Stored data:
- - - -

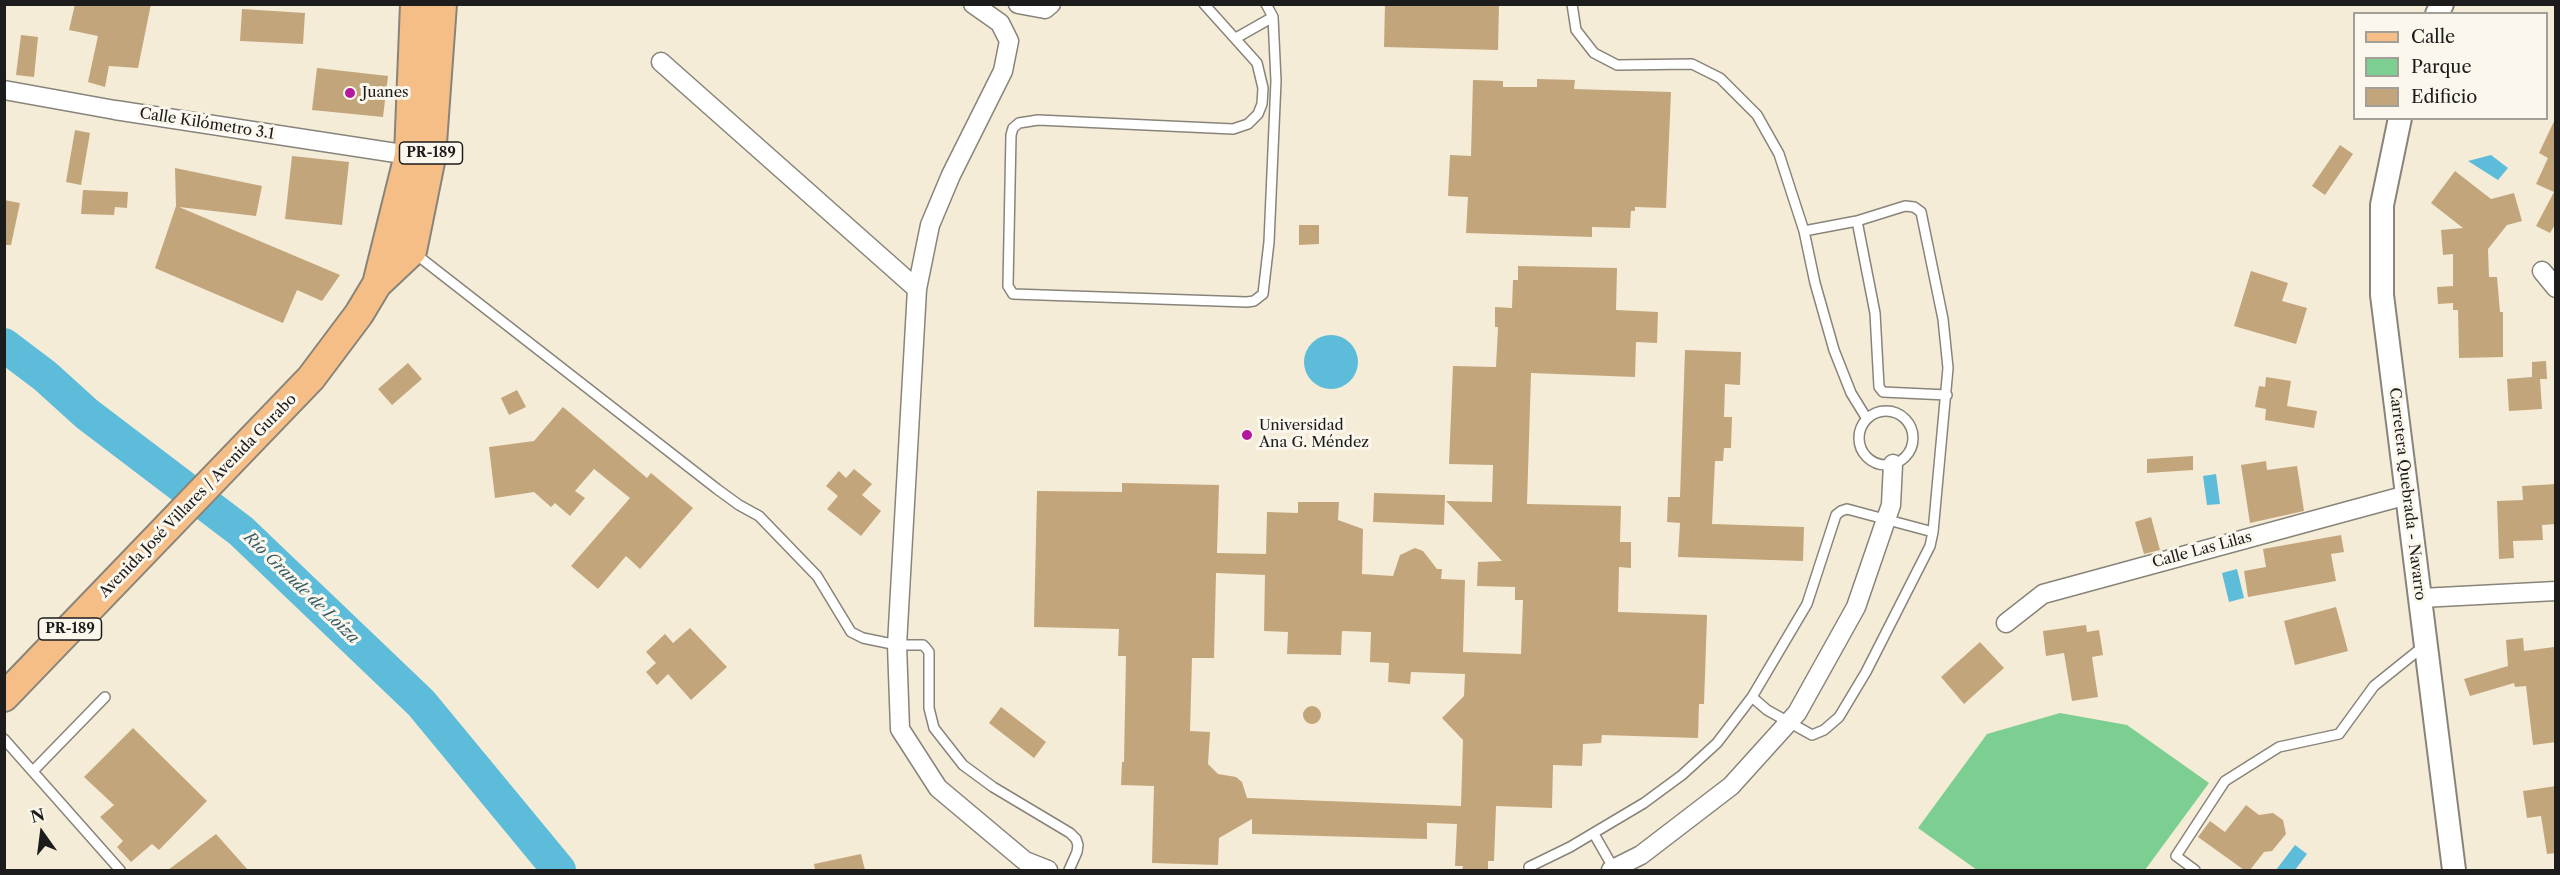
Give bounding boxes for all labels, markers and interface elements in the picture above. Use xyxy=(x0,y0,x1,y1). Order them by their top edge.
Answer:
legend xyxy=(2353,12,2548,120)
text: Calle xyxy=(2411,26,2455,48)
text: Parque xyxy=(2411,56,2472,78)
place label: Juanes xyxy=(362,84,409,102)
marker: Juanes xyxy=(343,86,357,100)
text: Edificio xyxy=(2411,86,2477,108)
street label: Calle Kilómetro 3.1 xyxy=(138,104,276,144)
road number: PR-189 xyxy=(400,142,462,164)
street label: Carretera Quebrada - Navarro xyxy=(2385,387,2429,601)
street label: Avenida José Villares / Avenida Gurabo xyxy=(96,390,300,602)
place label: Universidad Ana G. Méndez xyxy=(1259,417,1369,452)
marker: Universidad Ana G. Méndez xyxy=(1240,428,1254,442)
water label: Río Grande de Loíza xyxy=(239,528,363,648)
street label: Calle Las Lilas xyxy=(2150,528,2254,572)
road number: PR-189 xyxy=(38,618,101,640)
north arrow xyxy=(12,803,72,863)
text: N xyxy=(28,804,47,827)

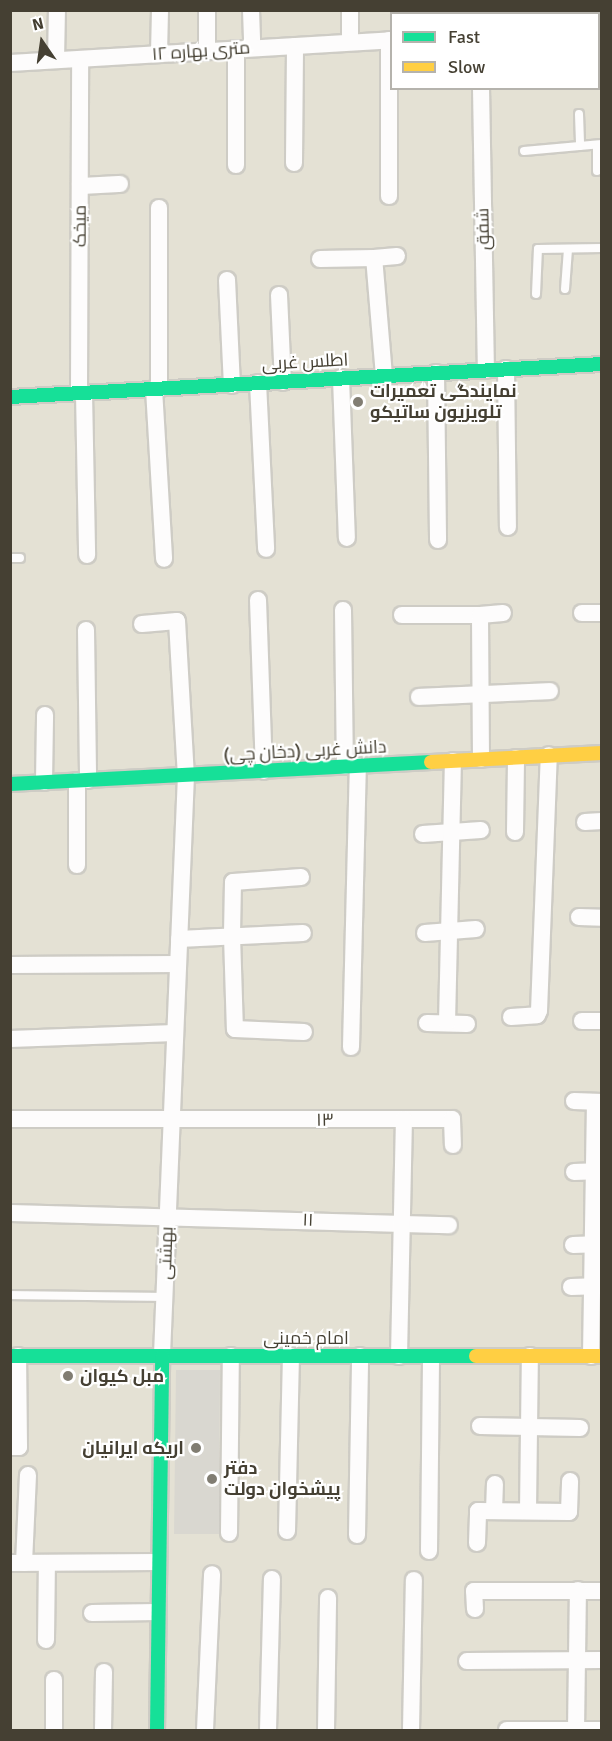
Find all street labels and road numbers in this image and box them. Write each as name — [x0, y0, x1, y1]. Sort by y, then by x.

- - - -

| Work required |
The expected result is every line above containing the string "labels".

| Response below |
Give bounding boxes for all labels, markers and interface elements in the picture above. Use xyxy=(x0,y0,x1,y1). Order them by their top edge.
Find all street labels and road numbers in this image and box them. Write each as name — [x0, y0, x1, y1]. Sort by y, then by x.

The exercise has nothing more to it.